# Do you use a smartphone?



## zorricsia (Dec 28, 2010)

Our company is thinking about developing mobile applications for contractors. We aren't sure how many contractors actually use smartphones for business purposes. How many of you do? If so, which kind? Apple, Blackberry, Palm, Android?


----------



## seeyou (Dec 12, 2008)

'droid.


----------



## [email protected] (Jan 10, 2010)

Blackberry 
There is defiantly a shortage of apps for our field for the blackberry. Im thinking of switching to a droid based phone but im a little nervous about the ruggedness of the touch screen.


----------



## tgeb (Feb 9, 2006)

Android

EVO4G


----------



## tbell (Mar 10, 2011)

*Do you use a smartphone*

Iphone


----------



## PSG (Oct 16, 2010)

I Phone


----------



## Brutus (May 29, 2007)

None, if I was a business owner, that would be different. The only use for me would be to use the internet on the go, and I don't think that I really need to.


----------



## HUI (Jan 21, 2011)

iPhone here.


----------



## HUI (Jan 21, 2011)

What kind of apps are you thinking about?


----------



## zorricsia (Dec 28, 2010)

We have a few up in the air but it's probably better if I ask you all.

What type of applications would you all like to see?


----------



## seeyou (Dec 12, 2008)

ubenhad4 said:


> Blackberry
> There is defiantly a shortage of apps for our field for the blackberry. Im thinking of switching to a droid based phone but im a little nervous about the ruggedness of the touch screen.


I had the same reservations. My Android (Samsung) has outlasted two BBs. Get a case and a screen protector.


----------



## Mike's Plumbing (Jul 19, 2010)

I've had my Android for a couple weeks. I think there's more hype than anything else. I enjoy emails of course but most of it is worthless to be honest.

So many of the applications are crap, absolute crap. And then on top of it I get to get hit with advertising.

I will say it's leaps and bounds above any phone I've had but my business isn't any different now than when it was 5 years ago. My customers who have smart phones are more disorganized now than they were 5 years ago as well.

I'm glad I own it, but like I said earlier........mostly hype.

Mike


----------



## RacerX780 (Mar 22, 2010)

I have a blackberry... only use it for talk and text though. I have a Dell Axim I use for my calendar and pocket excel.... but I will be replacing that with a tablet at some point. 

I hope to replace my bb with an android phone... just not sure which one I'm going to go with yet.


----------



## MURFCONT (Mar 25, 2010)

I phone here


----------



## HUI (Jan 21, 2011)

I have some ideas for apps but I actually thought about writing some for myself. I haven't figured out how to do it though. It would mostly be pump calcs and flow dynamics. I'm a water and sewer guy. Maybe something to do with directional boring also


----------



## Supahflid (Mar 22, 2011)

I've had an iphone for two years or so and I don't think I am any smarter. :whistling

You know what I really want? Not a phone that takes pictures. Not one that plays games. Not even one with which to check email. I want a freakin phone that doesn't drop calls. :furious:

I'm really not sure what kind of app might be useful. I really like the weather app I have. When I have good service, it's great to check radar. And I do enjoy having internet access. Oh and I like Tapatalk.

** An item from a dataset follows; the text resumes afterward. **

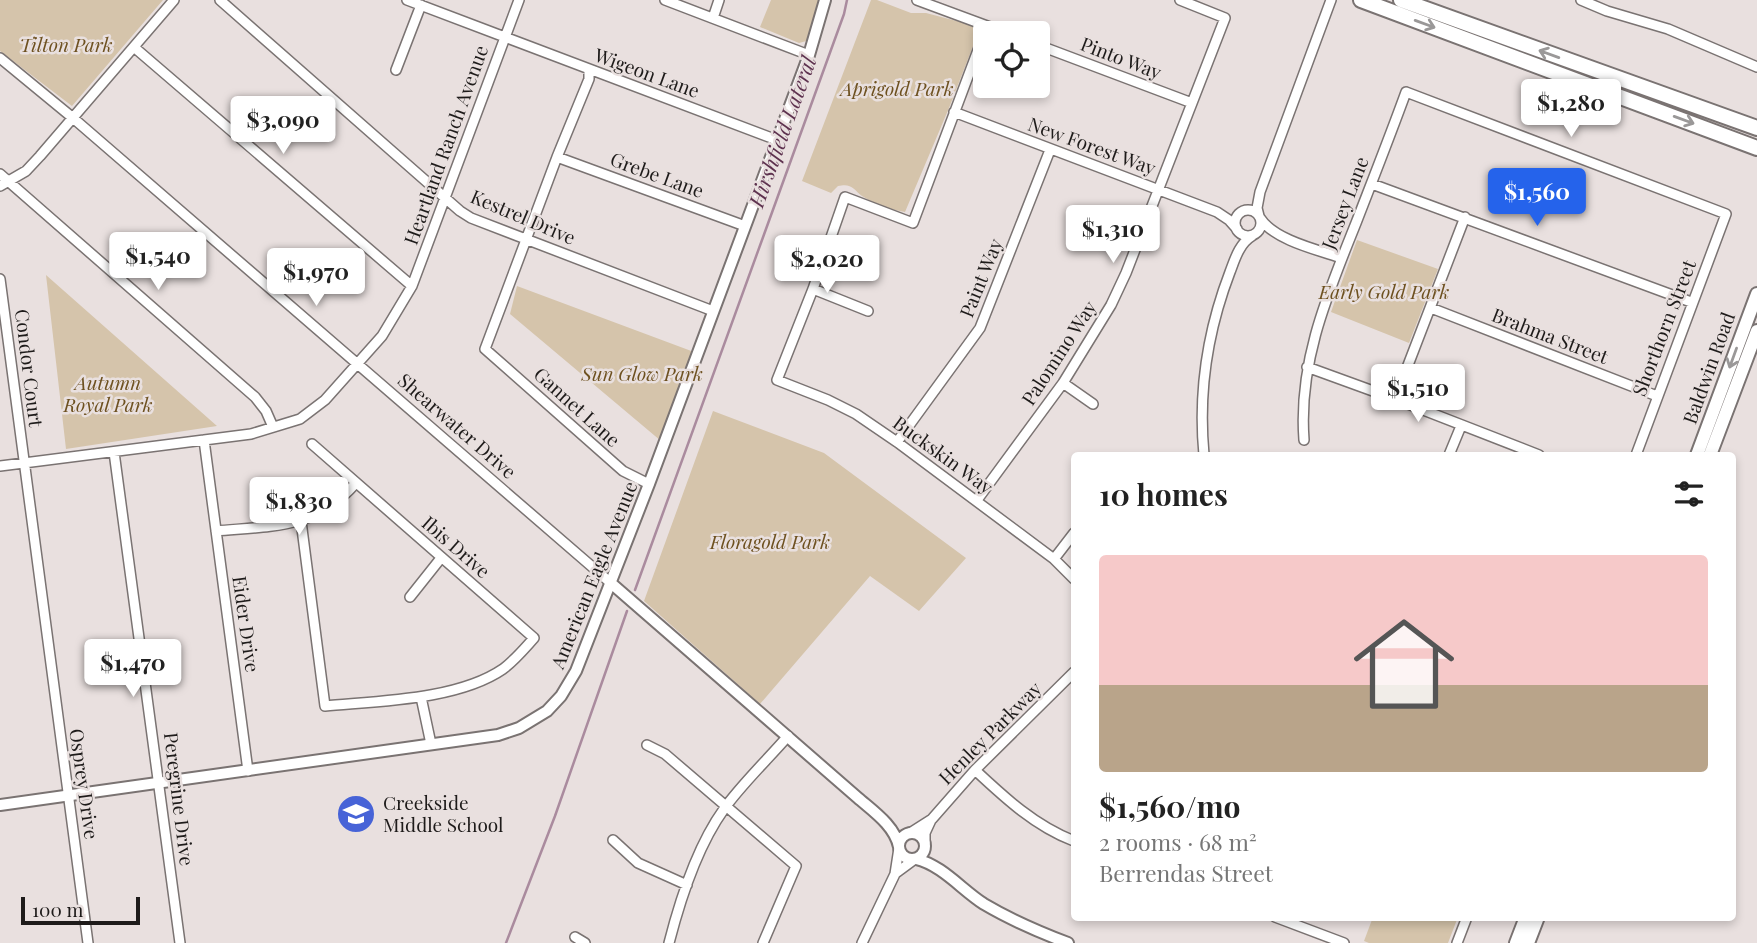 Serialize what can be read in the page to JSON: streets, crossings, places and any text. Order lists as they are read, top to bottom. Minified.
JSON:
{"streets":{"main road":["Baldwin Road"],"street":["Pinto Way","Wigeon Lane","Heartland Ranch Avenue","New Forest Way","Grebe Lane","Jersey Lane","Kestrel Drive","Paint Way","Shorthorn Street","Brahma Street","Palomino Way","Condor Court","Gannet Lane","Shearwater Drive","Buckskin Way","Ibis Drive","American Eagle Avenue","Eider Drive","Henley Parkway","Osprey Drive","Peregrine Drive"]},"crossings":[["Pinto Way","Palomino Way"],["Wigeon Lane","Heartland Ranch Avenue"],["Wigeon Lane","American Eagle Avenue"],["Heartland Ranch Avenue","Kestrel Drive"],["Heartland Ranch Avenue","Condor Court"],["Heartland Ranch Avenue","Shearwater Drive"],["Heartland Ranch Avenue","Eider Drive"],["Heartland Ranch Avenue","Osprey Drive"],["Heartland Ranch Avenue","Peregrine Drive"],["New Forest Way","Paint Way"],["New Forest Way","Palomino Way"],["Grebe Lane","American Eagle Avenue"],["Jersey Lane","Shorthorn Street"],["Kestrel Drive","Gannet Lane"],["Kestrel Drive","American Eagle Avenue"],["Paint Way","Buckskin Way"],["Shorthorn Street","Brahma Street"],["Palomino Way","Buckskin Way"],["Condor Court","Osprey Drive"],["Gannet Lane","American Eagle Avenue"],["Shearwater Drive","American Eagle Avenue"],["Shearwater Drive","Henley Parkway"],["American Eagle Avenue","Eider Drive"],["American Eagle Avenue","Osprey Drive"],["American Eagle Avenue","Peregrine Drive"]],"water":["Hirshfield Lateral"],"parks":["Tilton Park","Aprigold Park","Early Gold Park","Sun Glow Park","Autumn Royal Park","Floragold Park"],"places":{"school or university":["Creekside Middle School"]},"scale_bar":"100 m","page":{"price":["$1,280","$3,090","$1,560","$1,310","$1,540","$2,020","$1,970","$1,510","$1,830","$1,470"],"heading":"10 homes","list":[{"name":"$1,560/mo","note":"2 rooms · 68 m² · Berrendas Street"}],"scale":"100 m"}}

Got an app that shows cheats for Angry Birds?


----------



## Magnettica (Dec 19, 2006)

iPhone here.


What we need is an app to coordinate with local bldg depts for filing permits and such.


----------



## expertstormrepa (Mar 23, 2011)

Blackberry and droids are the definite most popular.... windows phone will gain popularity quickly though


----------



## csv (Aug 18, 2009)

I have a BB. I had one for years for personal use, it took a beating. So I switched my work line to a cell and got a BB. I use it for Calendar, email, and actual phone, maybe occasional internet if I need to look something up. Outside of that I haven't really found any apps that make my life any easier.


----------



## angus242 (Oct 20, 2007)

Mike's Plumbing said:


> I've had my Android for a couple weeks. I think there's more hype than anything else. I enjoy emails of course but most of it is worthless to be honest.
> 
> So many of the applications are crap, absolute crap. And then on top of it I get to get hit with advertising.
> 
> ...


mike,

I normally agree with your opinion. On this one, I can't..

I don't even know where to begin to dispel what I think your opinion is. 

I can run almost 90% of my business from my phone (Android). 

I have various ways a customer can contact me via my phone. 
I can also send business docs; including proposals, contracts, change orders and invoices.

I can get contracts signed. 

If I chose to, I could accept credit card payments.

I keep track of my labor hours.

I keep track of my mileage.

Of course all of this tracking get's imported to documents stored on the phone.

I use a project management application which is integrated to my docs and contacts.

The invoicing is also tied into my docs and contracts.

My calendar can directly open navigation.

My voicemail is translated to text for easy access at a glance.

That's just some of what my phone does for me.

Oh, all of the above is automatically sync'd to my computer...without any action from me. No cable or USB to plug in.

How the heck can any of that be hype?

Not to mention things like finding the cheapest fuel prices where ever I am, search for places to eat in unfamiliar places, check bank account info and even deposit checks. Yep, I can deposit a check into my account while sitting in my living room.

Finally, I can moderate at CT!!!!!


----------